Records from a dataset
....................
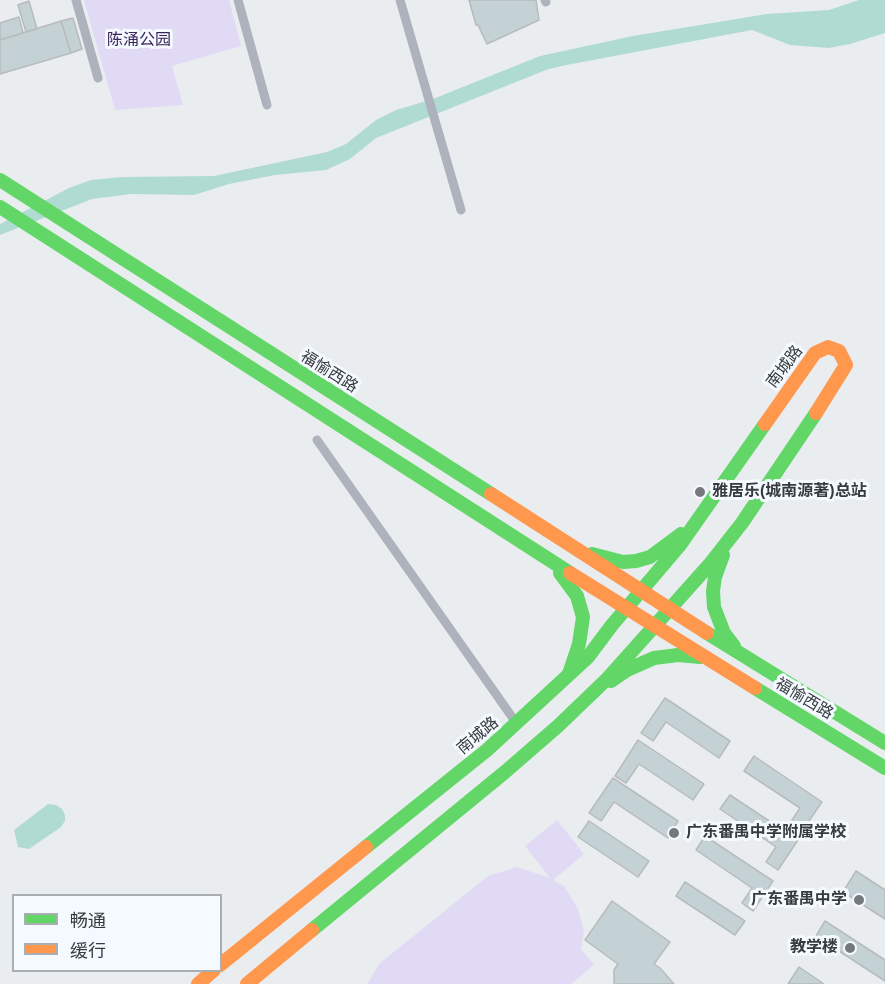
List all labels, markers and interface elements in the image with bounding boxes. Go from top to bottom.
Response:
park label: 陈涌公园 [107,31,171,51]
street label: 南城路 [763,342,807,392]
street label: 福愉西路 [297,347,361,397]
place label: 雅居乐(城南源著)总站 [712,482,867,502]
marker: 雅居乐(城南源著)总站 [693,485,707,499]
street label: 福愉西路 [772,674,836,724]
street label: 南城路 [453,713,503,759]
place label: 广东番禺中学附属学校 [686,823,846,843]
marker: 广东番禺中学附属学校 [667,826,681,840]
place label: 广东番禺中学 [751,890,847,910]
marker: 广东番禺中学 [852,893,866,907]
legend [12,894,222,972]
text: 畅通 [70,911,106,931]
place label: 教学楼 [790,938,838,958]
text: 缓行 [70,941,106,961]
marker: 教学楼 [843,941,857,955]

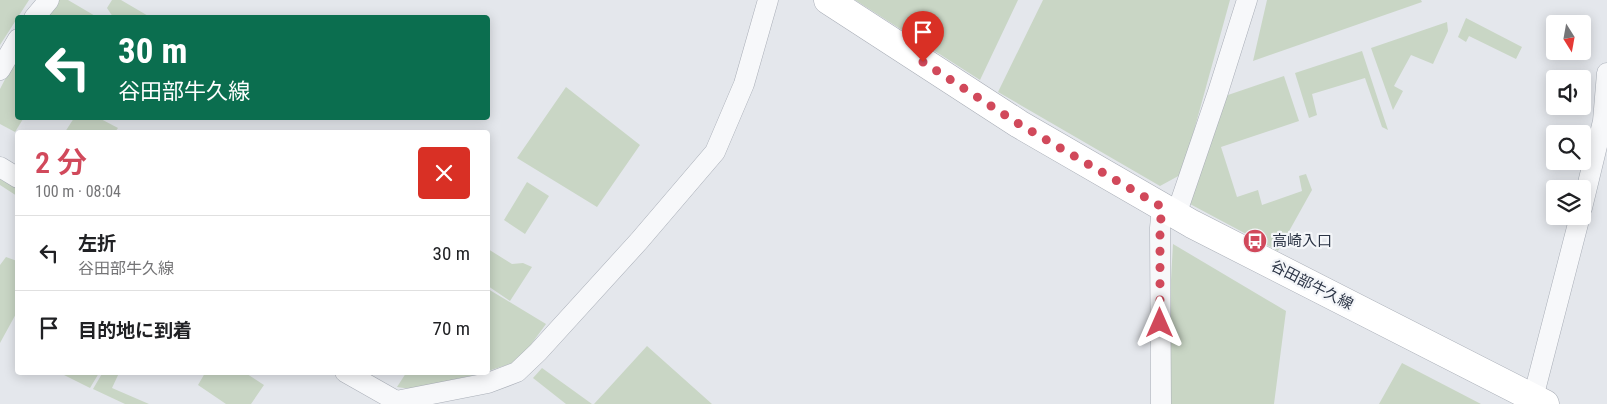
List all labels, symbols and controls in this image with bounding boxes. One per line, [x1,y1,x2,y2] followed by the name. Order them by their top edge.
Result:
[902,11,944,62] pin
[1546,15,1591,60] north arrow
[1546,15,1591,225] map controls
[909,18,937,46] icon: arrive
[118,31,187,72] text: 30 m
[35,35,100,100] icon: left
[1546,70,1591,115] button: sound
[118,79,250,104] text: 谷田部牛久線
[1546,125,1591,170] button: search
[35,145,87,180] text: 2 分
[418,147,470,199] button: close
[1546,180,1591,225] button: layers
[35,182,121,201] text: 100 m · 08:04
[1242,228,1268,254] bus stop icon: 高崎入口
[78,232,116,255] text: 左折
[1272,232,1332,250] place label: 高崎入口
[35,239,63,267] icon: left
[433,242,470,265] text: 30 m
[1268,257,1356,313] street label: 谷田部牛久線
[78,259,174,278] text: 谷田部牛久線
[1133,296,1185,348] position arrow
[35,314,63,342] icon: arrive
[433,317,470,340] text: 70 m
[78,319,192,342] text: 目的地に到着

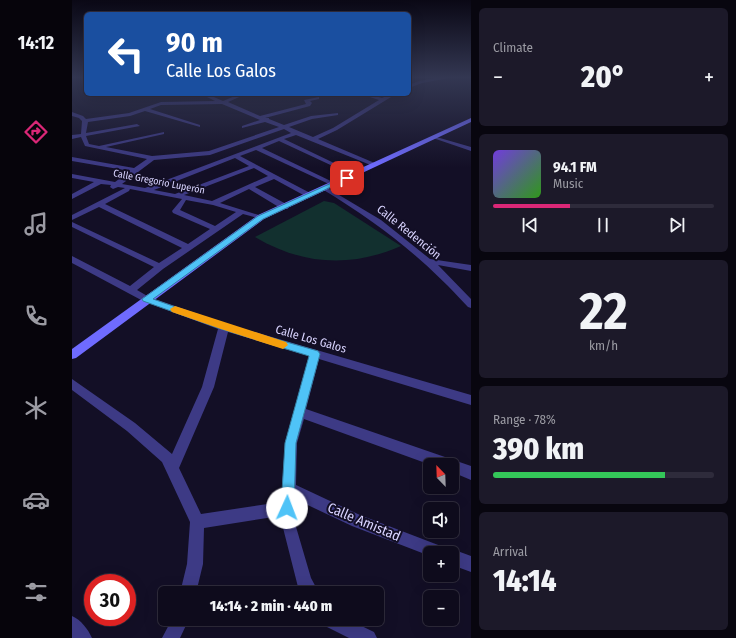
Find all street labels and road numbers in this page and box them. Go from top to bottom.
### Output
street label: Calle Gregorio Luperón [112,167,206,197]
street label: Calle Redención [374,202,444,262]
street label: Calle Los Galos [274,322,348,356]
street label: Calle Amistad [325,499,403,545]

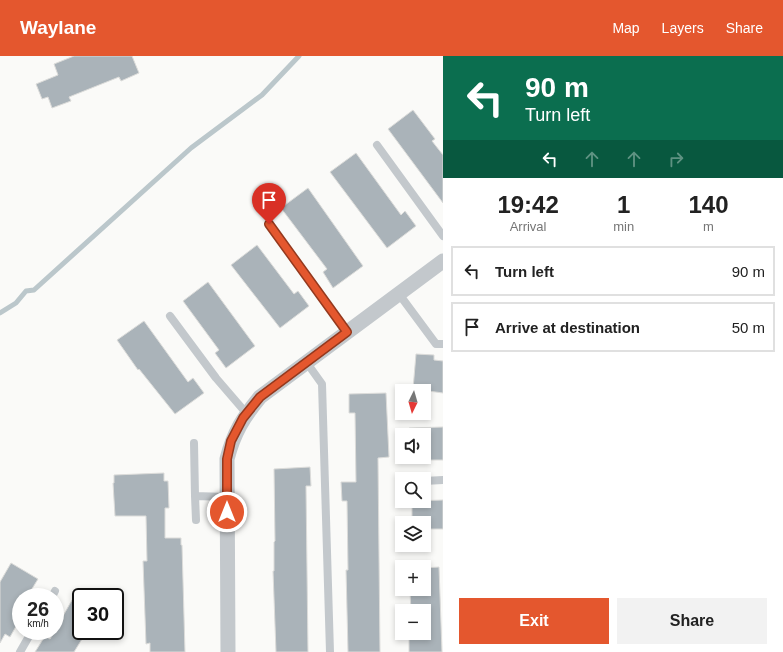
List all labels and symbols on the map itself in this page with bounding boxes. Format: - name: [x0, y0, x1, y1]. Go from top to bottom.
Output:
- pin: [252, 183, 286, 224]
- north arrow: [395, 384, 431, 420]
- position arrow: [206, 491, 248, 533]
- speed limit sign: 30: [72, 588, 124, 640]

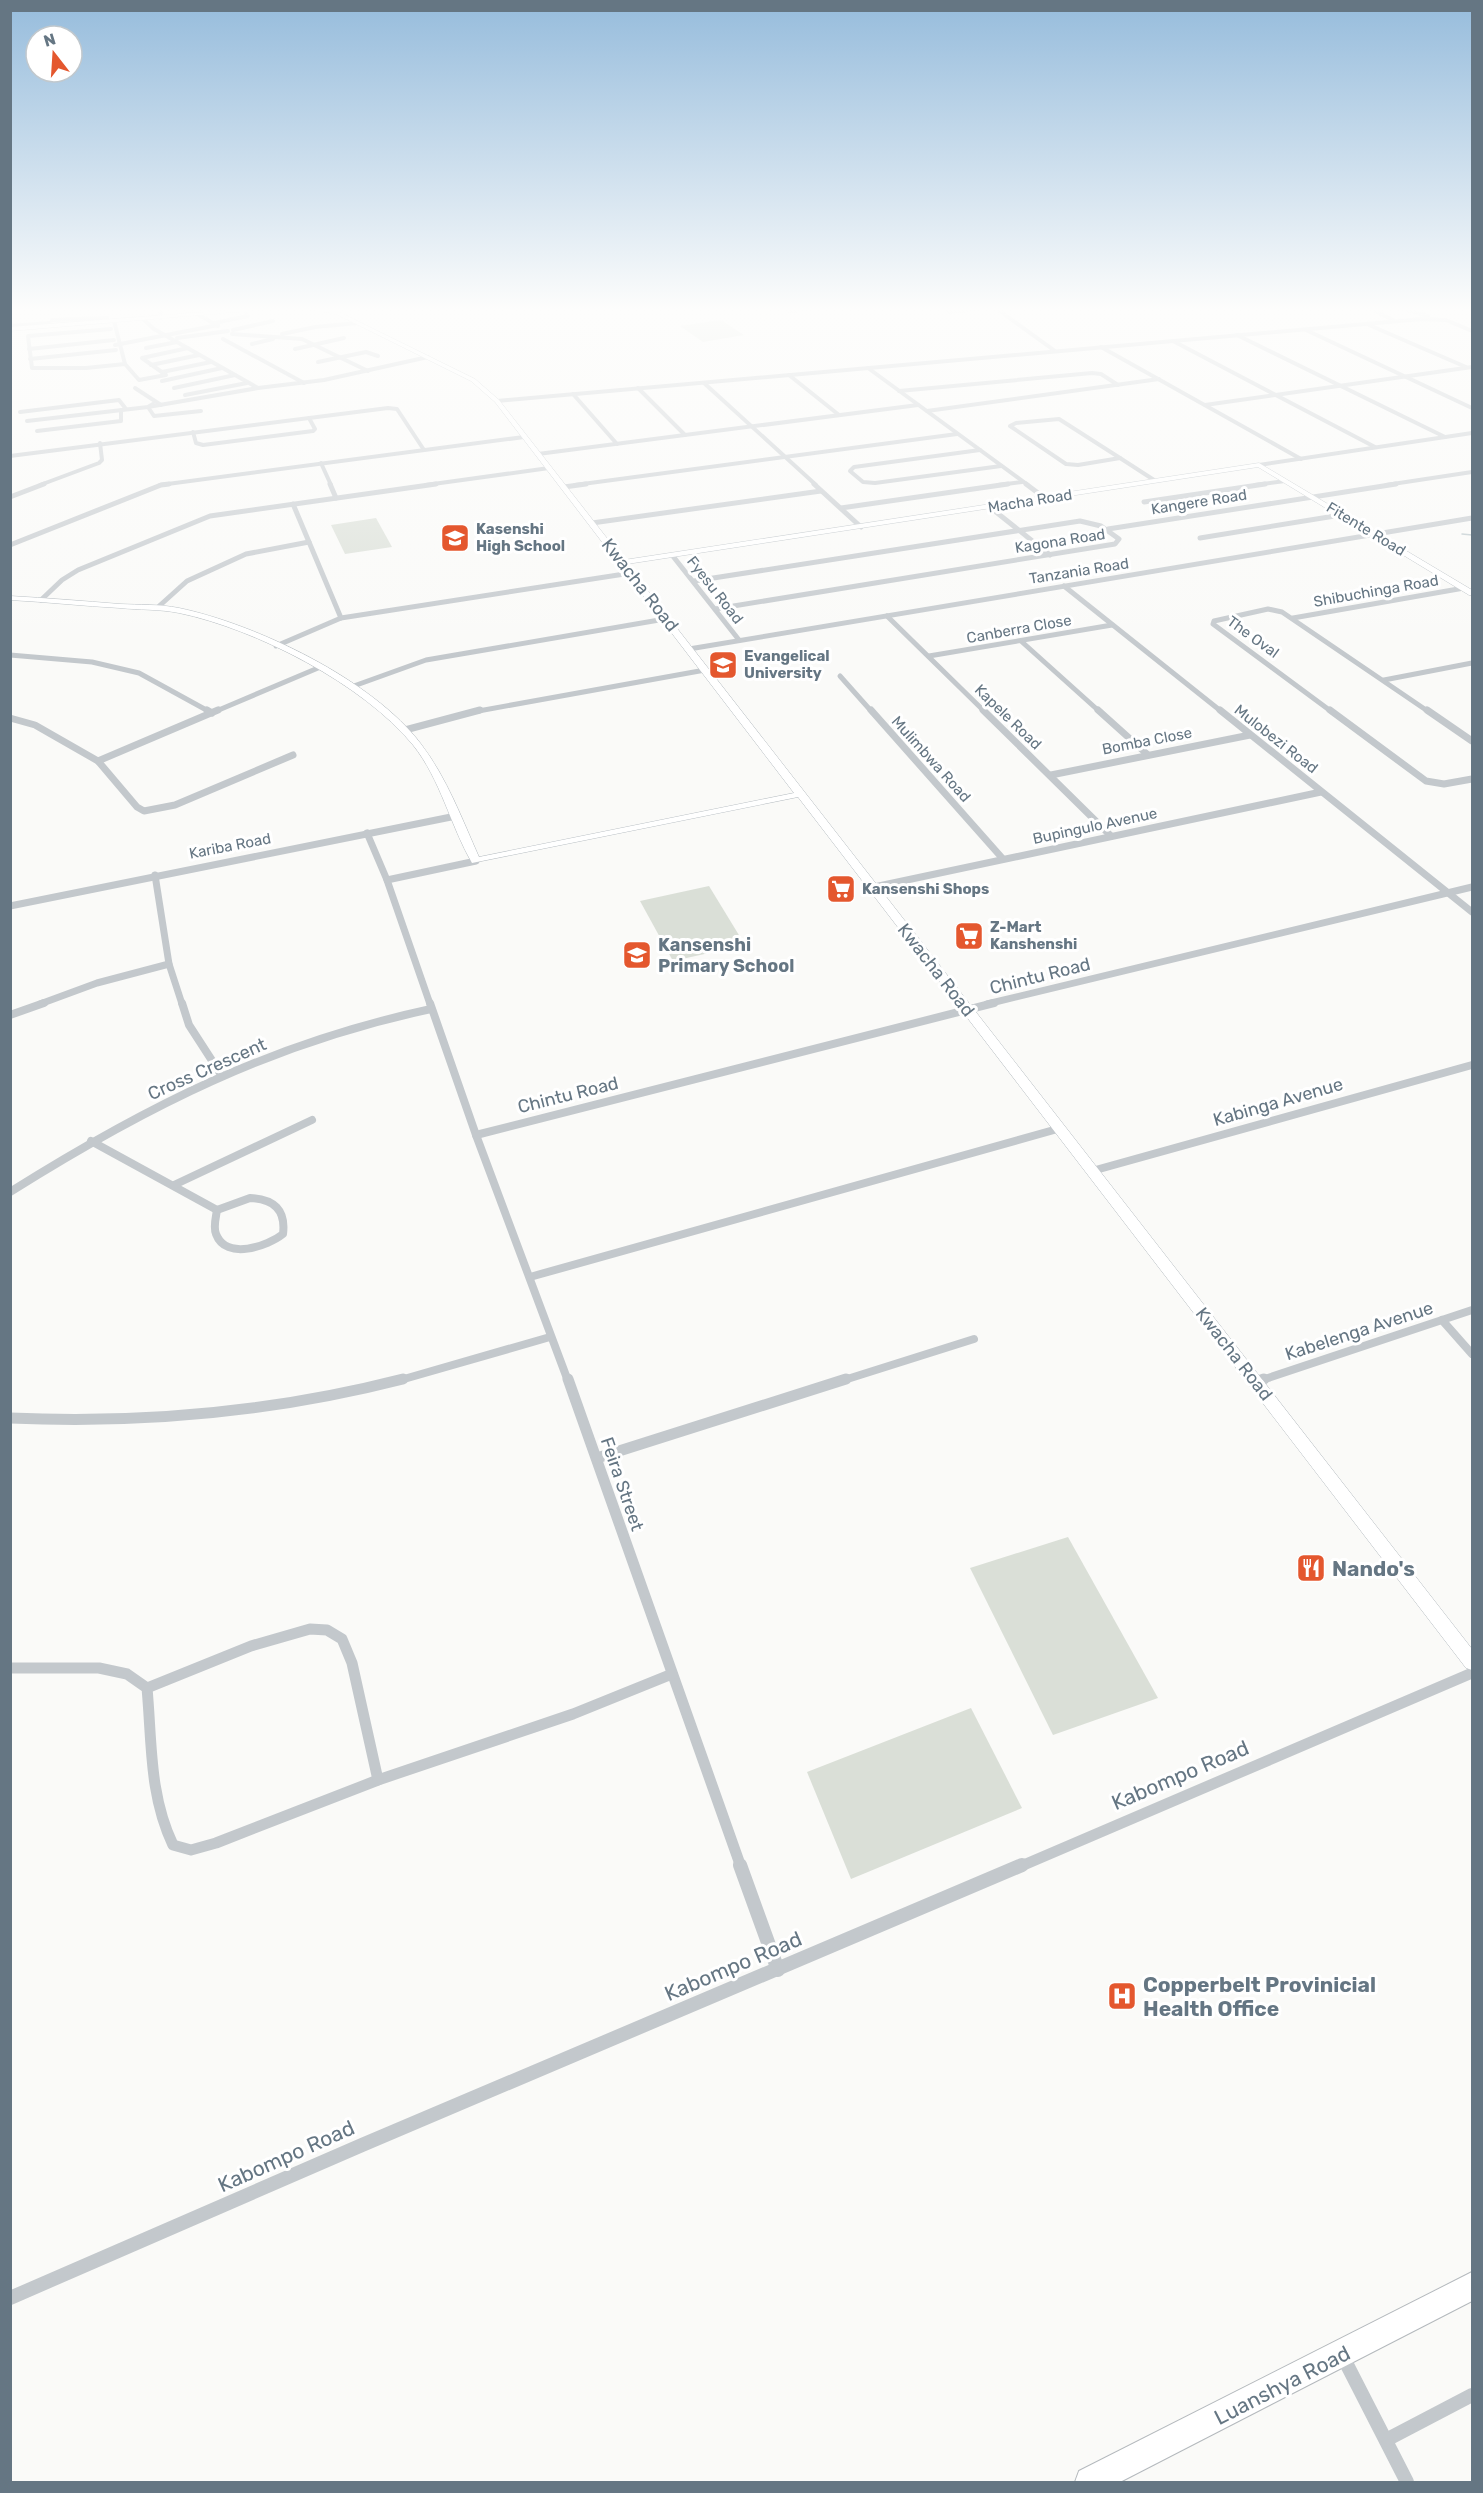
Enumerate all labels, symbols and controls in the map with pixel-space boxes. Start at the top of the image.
north arrow [24,24,84,84]
text: N [41,29,58,51]
street label: Macha Road [987,485,1073,517]
street label: Kangere Road [1150,486,1248,518]
street label: Fitente Road [1323,498,1409,560]
place label: Kasenshi High School [476,520,565,555]
school or university icon: Kasenshi High School [439,522,471,554]
street label: Kagona Road [1013,525,1107,557]
street label: Kwacha Road [597,534,683,636]
street label: Fyesu Road [683,553,747,627]
street label: Tanzania Road [1028,554,1130,588]
street label: Shibuchinga Road [1312,571,1440,611]
street label: Canberra Close [965,611,1073,647]
street label: The Oval [1224,612,1282,662]
place label: Evangelical University [744,647,830,682]
school or university icon: Evangelical University [707,649,739,681]
street label: Kapele Road [971,681,1045,753]
street label: Mulobezi Road [1231,701,1321,777]
street label: Mulimbwa Road [888,712,974,806]
street label: Bomba Close [1101,723,1193,759]
street label: Bupingulo Avenue [1031,804,1159,848]
street label: Kariba Road [188,829,272,863]
supermarket icon: Kansenshi Shops [825,873,857,905]
place label: Kansenshi Shops [862,880,989,898]
place label: Z-Mart Kanshenshi [990,918,1077,953]
street label: Kwacha Road [893,919,979,1021]
supermarket icon: Z-Mart Kanshenshi [953,920,985,952]
place label: Kansenshi Primary School [658,934,794,977]
school or university icon: Kansenshi Primary School [621,939,653,971]
street label: Chintu Road [987,953,1093,999]
street label: Cross Crescent [144,1033,270,1105]
street label: Chintu Road [515,1072,621,1118]
street label: Kabinga Avenue [1210,1073,1346,1131]
street label: Kabelenga Avenue [1282,1297,1436,1365]
street label: Kwacha Road [1191,1303,1277,1405]
street label: Feira Street [596,1434,648,1534]
restaurant icon: Nando's [1295,1552,1327,1584]
place label: Nando's [1332,1556,1415,1581]
street label: Kabompo Road [1108,1735,1252,1815]
street label: Kabompo Road [661,1926,805,2006]
place label: Copperbelt Provinicial Health Office [1143,1972,1376,2021]
hospital icon: Copperbelt Provinicial Health Office [1106,1980,1138,2012]
street label: Kabompo Road [214,2115,358,2197]
street label: Luanshya Road [1210,2340,1354,2430]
....................
Extract the text of all the records above verbatim, excluding pictures.

Answer
List all labels, markers and interface elements in the image with bounding boxes. Go from top to bottom.
Response:
park label: 陈涌公园 [107,31,171,51]
street label: 南城路 [763,342,807,392]
street label: 福愉西路 [297,347,361,397]
place label: 雅居乐(城南源著)总站 [712,482,867,502]
marker: 雅居乐(城南源著)总站 [693,485,707,499]
street label: 福愉西路 [772,674,836,724]
street label: 南城路 [453,713,503,759]
place label: 广东番禺中学附属学校 [686,823,846,843]
marker: 广东番禺中学附属学校 [667,826,681,840]
place label: 广东番禺中学 [751,890,847,910]
marker: 广东番禺中学 [852,893,866,907]
legend [12,894,222,972]
text: 畅通 [70,911,106,931]
place label: 教学楼 [790,938,838,958]
text: 缓行 [70,941,106,961]
marker: 教学楼 [843,941,857,955]

List all labels, symbols and controls in this image with bounding boxes. One per line, [x1,y1,x2,y2] followed by the name. Order them by their top edge.
Result:
[902,11,944,62] pin
[1546,15,1591,60] north arrow
[1546,15,1591,225] map controls
[909,18,937,46] icon: arrive
[118,31,187,72] text: 30 m
[35,35,100,100] icon: left
[1546,70,1591,115] button: sound
[118,79,250,104] text: 谷田部牛久線
[1546,125,1591,170] button: search
[35,145,87,180] text: 2 分
[418,147,470,199] button: close
[1546,180,1591,225] button: layers
[35,182,121,201] text: 100 m · 08:04
[1242,228,1268,254] bus stop icon: 高崎入口
[78,232,116,255] text: 左折
[1272,232,1332,250] place label: 高崎入口
[35,239,63,267] icon: left
[433,242,470,265] text: 30 m
[1268,257,1356,313] street label: 谷田部牛久線
[78,259,174,278] text: 谷田部牛久線
[1133,296,1185,348] position arrow
[35,314,63,342] icon: arrive
[433,317,470,340] text: 70 m
[78,319,192,342] text: 目的地に到着

Find all street labels and road numbers in this page and box them. Go from top to bottom.
### Output
street label: Calle Gregorio Luperón [112,167,206,197]
street label: Calle Redención [374,202,444,262]
street label: Calle Los Galos [274,322,348,356]
street label: Calle Amistad [325,499,403,545]

List all labels and symbols on the map itself in this page with bounding boxes. Format: - name: [x0, y0, x1, y1]. Go from top to bottom.
Output:
- pin: [252, 183, 286, 224]
- north arrow: [395, 384, 431, 420]
- position arrow: [206, 491, 248, 533]
- speed limit sign: 30: [72, 588, 124, 640]

Enumerate all labels, symbols and controls in the map with pixel-space boxes. Start at the top of the image.
north arrow [24,24,84,84]
text: N [41,29,58,51]
street label: Macha Road [987,485,1073,517]
street label: Kangere Road [1150,486,1248,518]
street label: Fitente Road [1323,498,1409,560]
place label: Kasenshi High School [476,520,565,555]
school or university icon: Kasenshi High School [439,522,471,554]
street label: Kagona Road [1013,525,1107,557]
street label: Kwacha Road [597,534,683,636]
street label: Fyesu Road [683,553,747,627]
street label: Tanzania Road [1028,554,1130,588]
street label: Shibuchinga Road [1312,571,1440,611]
street label: Canberra Close [965,611,1073,647]
street label: The Oval [1224,612,1282,662]
place label: Evangelical University [744,647,830,682]
school or university icon: Evangelical University [707,649,739,681]
street label: Kapele Road [971,681,1045,753]
street label: Mulobezi Road [1231,701,1321,777]
street label: Mulimbwa Road [888,712,974,806]
street label: Bomba Close [1101,723,1193,759]
street label: Bupingulo Avenue [1031,804,1159,848]
street label: Kariba Road [188,829,272,863]
supermarket icon: Kansenshi Shops [825,873,857,905]
place label: Kansenshi Shops [862,880,989,898]
place label: Z-Mart Kanshenshi [990,918,1077,953]
street label: Kwacha Road [893,919,979,1021]
supermarket icon: Z-Mart Kanshenshi [953,920,985,952]
place label: Kansenshi Primary School [658,934,794,977]
school or university icon: Kansenshi Primary School [621,939,653,971]
street label: Chintu Road [987,953,1093,999]
street label: Cross Crescent [144,1033,270,1105]
street label: Chintu Road [515,1072,621,1118]
street label: Kabinga Avenue [1210,1073,1346,1131]
street label: Kabelenga Avenue [1282,1297,1436,1365]
street label: Kwacha Road [1191,1303,1277,1405]
street label: Feira Street [596,1434,648,1534]
restaurant icon: Nando's [1295,1552,1327,1584]
place label: Nando's [1332,1556,1415,1581]
street label: Kabompo Road [1108,1735,1252,1815]
street label: Kabompo Road [661,1926,805,2006]
place label: Copperbelt Provinicial Health Office [1143,1972,1376,2021]
hospital icon: Copperbelt Provinicial Health Office [1106,1980,1138,2012]
street label: Kabompo Road [214,2115,358,2197]
street label: Luanshya Road [1210,2340,1354,2430]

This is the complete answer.